Whatever the timing of Seidemann’s images, by the end of 1967, the band’s exclusive use of the warehouse was coming to an end. “Big Brother only had it for about a year, not much more than that,” Albin says. “After we broke up when Janis left in 1968, Dave and I kept the place. We tried to rehearse there in ’69 when we were looking for other musicians to join the band since both Sam and James had left. James had moved out to the desert, and Sam was touring with Janis. In fact, the warehouse was used to develop Janis’s new band, the Kozmic Blues Band. It was used by several different groups.”

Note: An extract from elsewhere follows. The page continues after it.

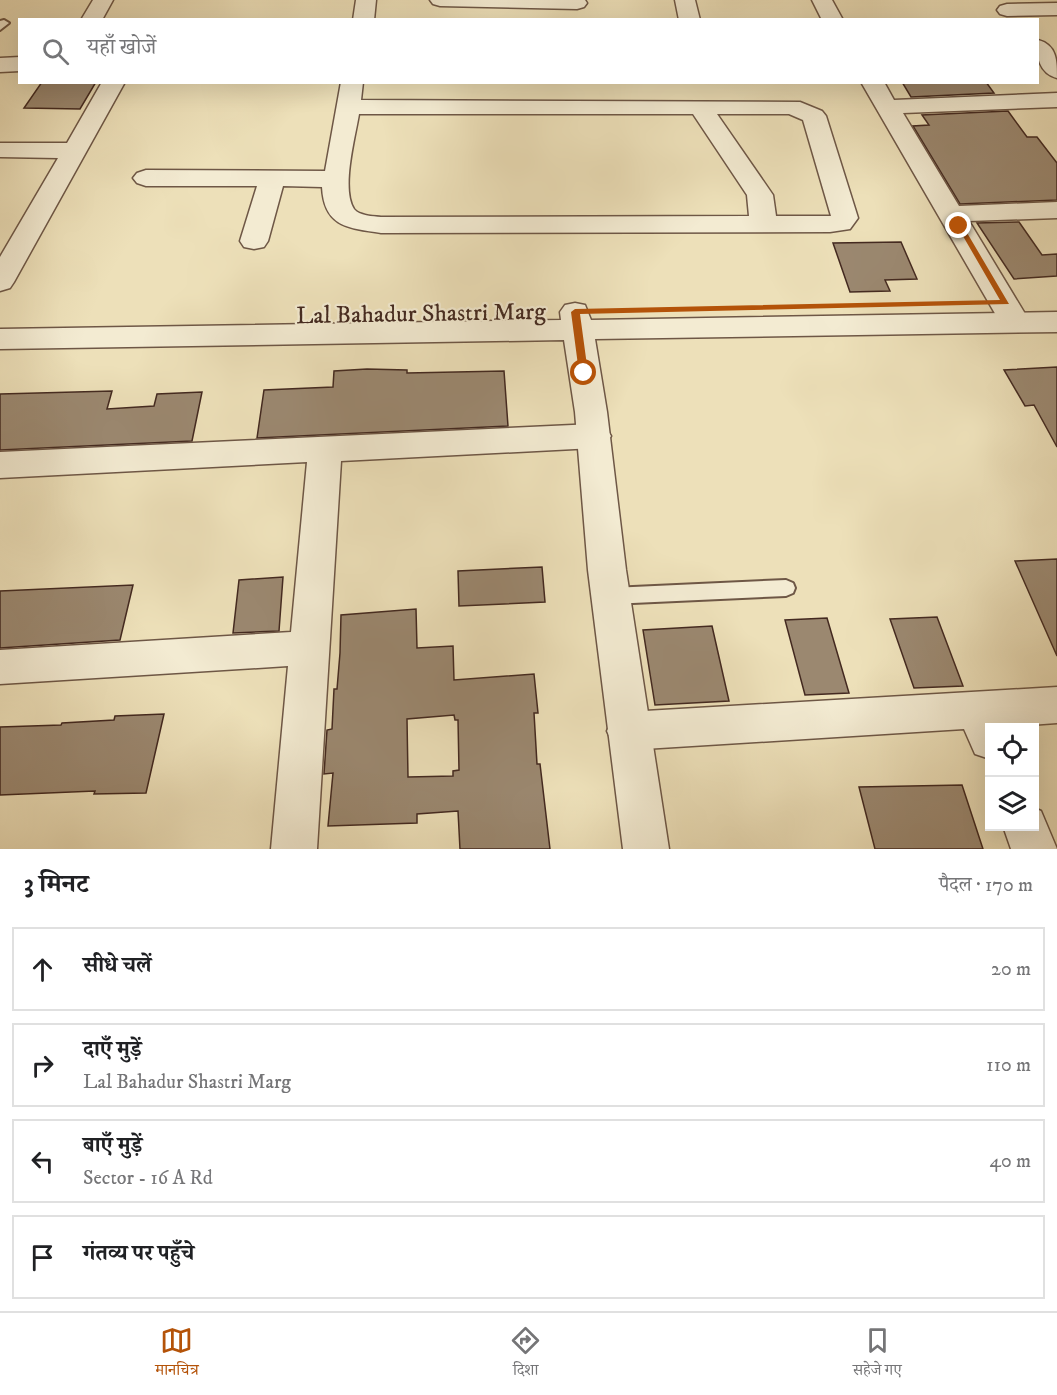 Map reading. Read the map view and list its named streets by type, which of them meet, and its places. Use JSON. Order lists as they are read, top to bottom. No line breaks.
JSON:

Joplin’s last show with the band was on December 1 at the Avalon Ballroom, where she had made her Big Brother debut; less than two years later, she died of a heroin overdose. But Joplin and the band would live on in the photographs Seidemann had taken of them for a publisher called Berkeley Bonaparte. The resulting posters of Seidemann’s friends sold briskly at head shops around the United States. At the time, they helped define the look expected of would-be hippies heading to San Francisco to participate in the Summer of Love.
“The poster of James projected a persona of the spiritual Indian, with the feathers in his hair and all that,” Getz says. “It played to the image of what Big Brother and the Holding Company was as a band. And the picture of Janis, of course, became like an icon for her—from the look on her face to the beads and the cape, the accouterments of the style she was projecting. Bob captured that.”
For his poster, titled “Mutant,” Getz stood silhouetted in a crooked doorway. For that shot, Getz says, “we went out to the Lawrence Lab in Livermore. Somehow Bob knew about that room with that strange door opening.” On the other side of the doorway was a collage created by Seidemann of a burning Buddhist monk, an exploding hydrogen bomb, and Albert Einstein’s eye, references, no doubt, to a few of the more serious issues on people’s minds during the late 1960s.
For young people looking for images to decorate their walls, Seidemann’s posters were the epitome of cool. “He was Indian Jim, the guitar player for Big Brother, she was the hippie pinup girl,” Albin says of the posters of Gurley and Joplin. “It was all good publicity.”
The rehearsal space at the warehouse, in contrast, was a sanctuary from the hippie hype and marketing machinery that, ironically, was using Seidemann’s posters to lure tens of thousands of kids to San Francisco for the Summer of Love. It was a place where four musicians and a singer could spend a few hours going to work as Big Brother and the Holding Company when no one was watching.
In Living With the Myth of Janis Joplin, Seidemann describes Big Brother as “an organic, natural phenomenon, which grew like a plant from the soil. Janis Joplin became their flower.” In this light, the warehouse on Golden Gate and Van Ness was their garden.